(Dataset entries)

= Beginning of Section =

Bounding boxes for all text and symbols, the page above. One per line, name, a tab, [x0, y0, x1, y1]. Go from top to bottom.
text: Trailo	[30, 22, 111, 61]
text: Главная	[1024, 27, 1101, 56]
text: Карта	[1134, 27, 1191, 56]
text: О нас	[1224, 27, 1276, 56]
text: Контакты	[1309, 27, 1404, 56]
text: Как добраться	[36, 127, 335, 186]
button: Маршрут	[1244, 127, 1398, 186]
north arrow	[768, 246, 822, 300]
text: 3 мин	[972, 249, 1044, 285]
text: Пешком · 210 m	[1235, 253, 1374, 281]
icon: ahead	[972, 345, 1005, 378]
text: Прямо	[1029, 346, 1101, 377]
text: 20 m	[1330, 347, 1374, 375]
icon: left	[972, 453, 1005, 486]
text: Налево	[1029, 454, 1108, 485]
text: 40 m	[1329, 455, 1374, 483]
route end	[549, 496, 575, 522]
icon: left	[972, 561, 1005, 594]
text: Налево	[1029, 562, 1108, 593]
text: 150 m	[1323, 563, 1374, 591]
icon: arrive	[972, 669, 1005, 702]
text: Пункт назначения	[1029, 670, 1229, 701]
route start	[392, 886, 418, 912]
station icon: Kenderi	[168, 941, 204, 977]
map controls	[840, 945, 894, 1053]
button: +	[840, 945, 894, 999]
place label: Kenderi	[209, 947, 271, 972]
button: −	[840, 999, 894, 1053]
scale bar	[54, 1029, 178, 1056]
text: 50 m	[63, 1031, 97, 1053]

= End of Section =

THE TASK. Your task is to extract all of the records exactly.

TASK OUTPUT.
Bounding boxes for all text and symbols, the page above. One per line, name, a tab, [x0, y0, x1, y1]. Go from top to bottom.
text: Trailo	[30, 22, 111, 61]
text: Главная	[1024, 27, 1101, 56]
text: Карта	[1134, 27, 1191, 56]
text: О нас	[1224, 27, 1276, 56]
text: Контакты	[1309, 27, 1404, 56]
text: Как добраться	[36, 127, 335, 186]
button: Маршрут	[1244, 127, 1398, 186]
north arrow	[768, 246, 822, 300]
text: 3 мин	[972, 249, 1044, 285]
text: Пешком · 210 m	[1235, 253, 1374, 281]
icon: ahead	[972, 345, 1005, 378]
text: Прямо	[1029, 346, 1101, 377]
text: 20 m	[1330, 347, 1374, 375]
icon: left	[972, 453, 1005, 486]
text: Налево	[1029, 454, 1108, 485]
text: 40 m	[1329, 455, 1374, 483]
route end	[549, 496, 575, 522]
icon: left	[972, 561, 1005, 594]
text: Налево	[1029, 562, 1108, 593]
text: 150 m	[1323, 563, 1374, 591]
icon: arrive	[972, 669, 1005, 702]
text: Пункт назначения	[1029, 670, 1229, 701]
route start	[392, 886, 418, 912]
station icon: Kenderi	[168, 941, 204, 977]
map controls	[840, 945, 894, 1053]
button: +	[840, 945, 894, 999]
place label: Kenderi	[209, 947, 271, 972]
button: −	[840, 999, 894, 1053]
scale bar	[54, 1029, 178, 1056]
text: 50 m	[63, 1031, 97, 1053]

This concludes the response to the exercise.